Micah Wilkins, Echo Online Staff Writer
Kelly Kelbel called the RISE Crew into her office one day for an important meeting.
“We all came into her office,” said Vic Wiener, a senior who has been on RISE for three years. “She said, ‘I didn’t want you to find out from someone that wasn’t me.’”
Kelbel, director of the RISE Project, announced that she will be leaving at the end of this term. Kelbel was offered a scholar- ship to attend a two month program at Penland School of Crafts where she intends to study book arts.
Kelbel asked the administration for a leave of absence but was denied one. Because of this, Kelbel will not be returning to the community directly after her time at Penland.
Since its creation in spring of 2007, Kelbel has led RISE, the on-campus project comprised of student advocates who seek to Resist violence, Intervene and provide support where it’s needed, work toward a Safe campus community and Empower the community through education and awareness. With Kelbel leaving her seat as director of RISE, some student crew members fear that the project itself may be in jeopardy and the quality of the services it provides compromised.
“RISE is too important to this community to not have the administration be on board to carry on with it,” said first-year Steph Cheung.
This has been Cheung’s first semester on RISE and her way of thinking has been almost completely changed in her short time on the crew.
“It’s transformed my life,” Cheung said. “It’s transformed the lens that I use to view the world.”
Cheung is not the only one changed by RISE and Kelbel’s leadership. Wiener also admires Kelbel for her work and commitment, especially for her holistic approach.
“She’s so conscious,” Wiener said. “I think that’s definitely rare. And I think that will be lost when she’s gone.”
Kelbel’s leaving is not the first speed bump in RISE’s short history. Two years ago, during Wiener’s first year on RISE, the project ran out of funding and Kelbel’s position was endangered. In 2007, Cathy Kramer, then dean of students, wrote a grant to the Department of Justice. The school was awarded the funding to pay for RISE. However, when RISE reapplied for the grant two years ago, the school did not receive funding.
“The question came up of how we were going to fund another faculty member,” Wiener said. “For a while it looked like we were just going to go away or be supervised by a counselor.”
Instead, Student Caucus drafted a resolution stating the importance of RISE to the campus community.
“It was a pretty huge community movement to keep RISE on campus,” Wiener said. “But it wasn’t so much that RISE was in jeopardy, it was that Kelly’s position was in jeopardy.

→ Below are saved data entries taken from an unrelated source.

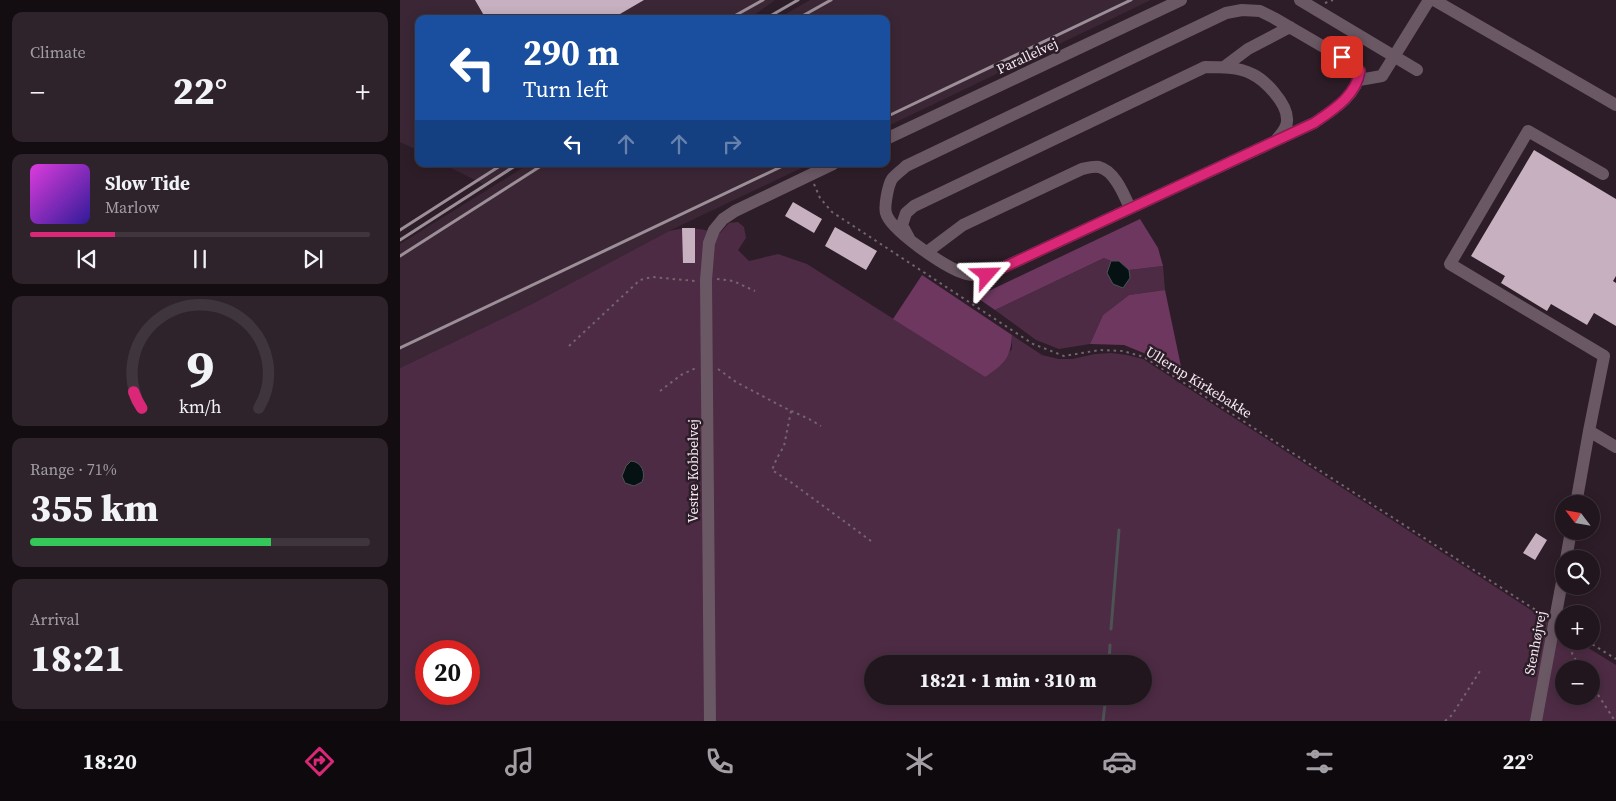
<!DOCTYPE html>
<html lang="en">
<head>
<meta charset="utf-8">
<style>
	:root { --surface:#22161e; --page:#2e232b; --text:#f1f3f6; --muted:#a29fa4; --line:#3f353c; --accent:#db2777 }
	body { margin:0; font-family:"Source Serif 4",serif; background:var(--page); color:var(--text); height:100vh; display:flex; flex-direction:column; font-size:19px; white-space:nowrap }
	* { box-sizing:border-box; margin:0 }
	p { font-size:16px; color:var(--muted) }
	.icon { flex:none; width:28px; height:28px; fill:none; stroke:currentColor; stroke-width:2; stroke-linecap:round; stroke-linejoin:round }
	.map { position:relative; flex:1; overflow:hidden }
	.drawer { display:flex; flex-direction:column; gap:12px; padding:12px; background:#130c10; width:400px }
	.drawer>* { flex:none }
	.guide { position:absolute; left:15px; top:15px; width:475px; height:152px; border-radius:10px; box-shadow:0 2px 12px #0003,0 0 0 1px var(--line); background:#1a4fa0; color:#fff; overflow:hidden }
	.needle { width:32px; rotate:301deg }
	.tools { position:absolute; left:1155px; top:495px; display:grid; gap:10px }
	.tools a { display:grid; place-items:center; width:45px; height:45px; border-radius:50%; background:var(--surface); box-shadow:0 2px 12px #0003,0 0 0 1px var(--line); font-size:25px }
	.speed { position:absolute; left:15px; top:640px; display:flex; gap:10px; font-size:25px; font-weight:700; text-align:center }
	.speed>* { display:grid; place-content:center; width:65px; height:65px; border-radius:50%; background:var(--surface); box-shadow:0 2px 12px #0003,0 0 0 1px var(--line); line-height:1 }
	.speed .limit { border:8px solid #d22; background:#fff; color:#111 }
	.pin { position:absolute; display:grid; place-items:center; width:42px; height:42px; color:#fff; margin:-21px; border-radius:10px; box-shadow:0 2px 8px #0006 }
	.me { position:absolute; width:55px; margin:-28px; rotate:65deg; stroke-linejoin:round; filter:drop-shadow(0 0 4px #0008) }
	.turn { display:flex; align-items:center; gap:18px; height:105px; padding:0 25px; font-size:22px }
	.turn .icon { width:65px; height:65px; stroke-width:2.5 }
	.turn b { display:block; font-size:35px; line-height:42px }
	.lanes { display:flex; align-items:center; height:48px; padding:0 25px; background:#0003; justify-content:center; gap:25px; direction:ltr }
	.lanes .off { opacity:.35 }
	.big { font-size:38px; font-weight:800; line-height:1.1 }
	.drawer .tile { flex:1; display:flex; flex-direction:column; justify-content:center; gap:8px; min-width:0; padding:0 18px; border-radius:10px; background:var(--page) }
	.drawer .dial { align-items:center; gap:0 }
	.dial svg { height:130px; overflow:visible; fill:none; stroke:var(--line); stroke-width:7; stroke-linecap:round; text-anchor:middle }
	.dial text { fill:var(--text); stroke:none }
	.song { display:flex; align-items:center; gap:15px }
	.cover { width:60px; height:60px; border-radius:8px; background:linear-gradient(135deg,hsl(300 70% 55%),hsl(250 70% 35%)) }
	.played { height:5px; border-radius:2px; background:linear-gradient(90deg,var(--accent) 25%,var(--line) 25%) }
	.keys { display:flex; justify-content:space-around; direction:ltr }
	.heat { display:flex; justify-content:space-between; align-items:center; font-size:28px; direction:ltr }
	.charge { height:8px; border-radius:4px; background:linear-gradient(90deg,#34c759 71%,var(--line) 0) }
	.trip { position:absolute; left:464px; top:655px; width:288px; height:50px; border-radius:25px; background:var(--surface); box-shadow:0 2px 12px #0003,0 0 0 1px var(--line); font-weight:800; line-height:50px; text-align:center }
	.dock { display:flex; height:80px; justify-content:space-around; align-items:center; background:#0e090c; color:var(--muted) }
	.dock .icon { width:35px; height:35px }
	.dock .selected { color:var(--accent) }
	.dock b { font-size:22px; color:var(--text) }
	main { display:flex; flex:1; min-height:0 }
	.map>svg:first-child { display:block }
	.built { fill:#3b2635 }
	.green { fill:#4d2b44; fill-rule:evenodd }
	.forest { fill:#6e3760 }
	.water { fill:#051112; stroke:#4d5255 }
	.lines { fill:none; stroke-linecap:round; stroke-linejoin:round }
	.stream { stroke:#4d5255; stroke-width:3 }
	.building { fill:#c7b1c0 }
	.path { stroke:#73656f; stroke-width:2; stroke-dasharray:2.5 4; stroke-linecap:butt }
	.minor { stroke:#6b5865; stroke-width:12 }
	.rail { stroke:#9c8f98; stroke-width:3 }
	.route-casing { stroke:#8e194d; stroke-width:12 }
	.route { stroke:#db2777; stroke-width:9 }
	.labels { text-anchor:middle; stroke-width:5; stroke-linejoin:round; paint-order:stroke }
	.street-label { font-size:14px; fill:#f5eaf2; stroke:#2d1d28 }
</style>
</head>
<body>
<main>
<section class="drawer">
<div class="tile"><p>Climate</p>
<div class="heat"><a>−</a><b class="big">22°</b><a>+</a></div>
</div>
<div class="tile">
<div class="song"><i class="cover"></i><div><b>Slow Tide</b><p>Marlow</p></div></div>
<div class="played"></div>
<div class="keys"><svg class="icon" aria-label="previous" viewBox="0 0 24 24"><path d="M18 5L8 12l10 7zM5 5v14"/></svg><svg class="icon" aria-label="pause" viewBox="0 0 24 24"><path d="M8 5v14M16 5v14"/></svg><svg class="icon" aria-label="next" viewBox="0 0 24 24"><path d="M6 5l10 7-10 7zM19 5v14"/></svg></div>
</div>
<div class="tile dial"><svg viewBox="0 0 100 80">
<path d="M14 69A42 42 0 1 1 86 69"/>
<path d="M14 69A42 42 0 0 1 9 59" stroke="#db2777"/>
<text x="50" y="56" font-size="32" font-weight="700">9</text>
<text x="50" y="72" font-size="11">km/h</text>
</svg></div>
<div class="tile"><p>Range · 71%</p><b class="big">355 km</b><div class="charge"></div></div>
<div class="tile"><p>Arrival</p><b class="big">18:21</b></div>
</section>
<div class="map">
<svg width="1216" height="721" viewBox="0 0 1216 721">
	<rect width="100%" height="100%" fill="#2d1d28"/>
	<path class="built" d="M0,0H375L349,19H19V151L0,142Z
		M410,0H751L486,127V19H377Z
		M43,164H115L83,184Z
		M129,164H410L269,231L130,305L0,368V244Z"/>
	<path class="green" d="M338,222L344,227L346,238L338,250L349,261L378,254L407,264L585,377L612,349V335L642,355L659,359H672L695,354L711,353L727,355L743,359L1131,610L1164,633V641H1177L1216,665V721H0V368L130,305L269,231C289,226 301,229 320,233L329,223ZM26,651H69V694H26ZM472,664H742V696H472ZM1164,669H1191V696H1164Z
		M704,258L711,261L707,273L730,278L729,270L763,266L765,290L729,295L703,315L690,344L659,349L636,340L595,310Z"/>
	<path class="forest" d="M740,219L758,248L763,266L729,270L719,261H711L704,258L595,310L576,297Z
		M522,275L612,335C611,358 604,364 585,377L493,319Z
		M765,290L783,376L751,356L724,345L690,344L703,315L729,295Z"/>
	<path class="water" d="M711,261H719L729,270L730,278L723,288L713,284L707,273Z
		M231,461C242,462 246,473 242,482L234,486L225,483L222,476L226,466Z"/>
	<g class="lines">
		<path class="stream" d="M711,629L719,530
			M709,664L710,645
			M703,721L706,696"/>
	</g>
	<path class="building" d="M75,0H244L220,14L222,16L217,19H86Z
		M1134,150L1216,199V276L1213,281L1216,283V326L1194,313L1187,325L1151,304L1147,311L1101,283L1105,276L1071,256Z
		M393,202L422,219L414,233L385,216Z
		M435,227L477,251L466,270L425,246Z
		M282,228H295V263H283Z
		M1136,533L1147,540L1135,560L1123,553Z"/>
	<g class="lines">
		<path class="path" d="M925,3L933,0
			M414,184L420,198L432,212L633,344L664,356L700,350L723,351L744,357L1145,616
			M317,279L333,281L355,291
			M169,346L240,280L252,277L295,281
			M318,369L336,382L383,407L409,419L421,426
			M260,391L281,375L296,368
			M391,411L384,446L377,458L372,470L392,483L471,541
			M1165,641L1181,669
			M1187,641L1216,659
			M1191,684L1215,721
			M1045,721L1052,715L1080,671"/>
		<path class="minor" d="M900,0L1017,70
			M1034,0L1216,105
			M842,10L860,11L874,18L953,64L960,71C957,96 933,110 914,123L587,275C578,276 570,276 561,272C544,266 490,230 486,213C484,207 488,185 492,179C495,175 502,170 506,166L826,13Z
			M824,67L848,49L890,27
			M959,80L982,76L1029,0
			M486,139L781,0
			M1203,174L1128,131L1050,264L1204,356L1189,431L1216,447
			M509,238L502,225L506,213L514,206L805,67C820,67 839,67 852,74C865,80 887,103 887,119C888,127 882,133 877,139
			M527,252L563,225L682,169C687,168 694,166 699,167C715,171 724,195 730,208
			M1176,504L1189,431
			M1166,559L1171,531
			M310,721L306,280L309,243L314,230L323,219L335,211L433,164
			M1136,721L1164,571"/>
		<path class="rail" d="M329,19L363,0
			M365,19L398,0
			M397,19L431,0
			M486,117L731,0
			M0,230L103,164
			M0,240L118,164
			M0,256L144,164
			M0,348L387,164"/>
	</g>
	<g class="lines">
		<g class="route-casing">
			<path id="route" d="M587,275L914,123C933,110 956,96 960,71L953,64L942,57"/>
		</g>
		<use href="#route" class="route"/>
	</g>
	<g class="labels">
		<g class="street-label">
			<text transform="translate(627 56) rotate(-25)" y="5">Parallelvej</text>
			<text transform="translate(799 382) rotate(32)" y="5">Ullerup Kirkebakke</text>
			<text transform="translate(293 471) rotate(-90)" y="5">Vestre Kobbelvej</text>
			<text transform="translate(1135 643) rotate(-79)" y="5">Stenhøjvej</text>
		</g>
	</g>
</svg>
<div class="tools">
<a><svg class="needle" viewBox="-14 -14 28 28"><path d="M0-13l5 13h-10z" fill="#e53935"/><path d="M0 13l5-13h-10z" fill="#a29fa4"/></svg></a>
<a><svg class="icon" aria-label="search" viewBox="0 0 24 24"><circle cx="10" cy="10" r="6"/><path d="M15 15l6 6"/></svg></a>
<a>+</a>
<a>−</a>
</div>
<div class="speed"><div class="limit">20</div></div>
<div class="pin" style="left:942px;top:57px;background:#d93025"><svg class="icon" aria-label="arrive" viewBox="0 0 24 24"><path d="M6 21V4h12l-3 4 3 4H6"/></svg></div>
<svg class="me" style="left:587px;top:275px" viewBox="-20 -20 40 40"><path d="M0-17L14 15 0 8-14 15z" fill="#db2777" stroke="#fff" stroke-width="4"/></svg>
<div class="trip">18:21 · 1 min · 310 m</div>
<div class="guide">
<div class="turn"><svg class="icon" aria-label="left" viewBox="0 0 24 24"><path d="M17 20v-9H6M10 6l-5 5 5 5"/></svg><div><b>290 m</b>Turn left</div></div>
<div class="lanes"><svg class="icon" aria-label="left" viewBox="0 0 24 24"><path d="M17 20v-9H6M10 6l-5 5 5 5"/></svg><svg class="icon off" aria-label="ahead" viewBox="0 0 24 24"><path d="M12 20V5M6 11l6-6 6 6"/></svg><svg class="icon off" aria-label="ahead" viewBox="0 0 24 24"><path d="M12 20V5M6 11l6-6 6 6"/></svg><svg class="icon off" aria-label="right" viewBox="0 0 24 24"><path d="M7 20v-9h11M14 6l5 5-5 5"/></svg></div>
</div>
</div>
</main>
<nav class="dock">
<b>18:20</b>
<svg class="icon selected" aria-label="directions" viewBox="0 0 24 24"><path d="M12 3l9 9-9 9-9-9zM9 14v-3h6M13 9l2 2-2 2"/></svg>
<svg class="icon" aria-label="music" viewBox="0 0 24 24"><path d="M9 18V5l10-2v13"/><circle cx="6" cy="18" r="3"/><circle cx="16" cy="16" r="3"/></svg>
<svg class="icon" aria-label="phone" viewBox="0 0 24 24"><path d="M5 4h4l2 5-3 2q2 4 5 5l2-3 5 2v4C11 20 4 13 5 4z"/></svg>
<svg class="icon" aria-label="climate" viewBox="0 0 24 24"><path d="M12 3v18M4 7l16 10M4 17L20 7"/></svg>
<svg class="icon" aria-label="car" viewBox="0 0 24 24"><path d="M5 17H2v-5l4-1 3-4h7l3 4 3 1v5h-3M9 17h6M6 11h13"/><circle cx="7" cy="17" r="2"/><circle cx="17" cy="17" r="2"/></svg>
<svg class="icon" aria-label="filters" viewBox="0 0 24 24"><path d="M4 7h16M4 17h16"/><circle cx="9" cy="7" r="2"/><circle cx="15" cy="17" r="2"/></svg>
<b>22°</b>
</nav>
</body>
</html>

That’s why people rallied to keep RISE.”
The community has indeed benefited, and continues to benefit, from the services and education that Kelbel and RISE provide, Wiener noted. The project’s impact on community awareness surrounding topics of sexual violence, healthy relationships, consent and more, is obvious.
“The consciousness I’m seeing on campus is very different from what I saw my fresh- man year,” Wiener said. “[RISE and Kelbel] have created a much more responsive community. More people are coming to our events and are open to what we’re doing than ever before.”
As Wiener suggests, people on campus weren’t always so aware. The year before Kramer arrived at Warren Wilson, she said, there were many instances of sexual assault on campus. Many students were concerned that the college wasn’t doing enough in response to these problems. The idea for RISE sprang from conversations between Kramer, students and other administrators.
“It grew out of hearing people saying that this is a huge issue that we need to address,” Kramer said.
And the project continues and thrives today.
“Before RISE was around, people hesitated to come out and get support, or make reports, and I think that’s really changed,” Kramer said. “People know that if some- thing happens, they can find support at the RISE Office. And that’s a huge change.”
While the services and resources that RISE provides are valued by most, some on the crew argue that RISE, as well as other crews like EMPOWER and the Multicultural Resource Center, is taken for granted by the administration. According to RISE Crew member junior Jamila Stevenson, those crews dealing with issues of diversity and social justice are undervalued, despite their supposed importance on campus.
“If RISE was the Farm or Forestry Crew, and the supervisor left, this would not be happening,” Stevenson said. “We wouldn’t be wondering about the crew, if it will be here in the future. I think it’s sad that the administration sees these crews as being dispensable. [RISE] should be the top priority, but it’s not.”
Whether it’s importance is evident or not, Kramer maintains that the need for education and awareness around these issues will always be here.
“It’s easy to say that, ‘But it’s Warren Wilson, we’re so progressive, things like that don’t happen here,’ but really they do,” Kramer said. “I’d love to say there would be a time when we wouldn’t need this service anymore, but I don’t think that’s true.”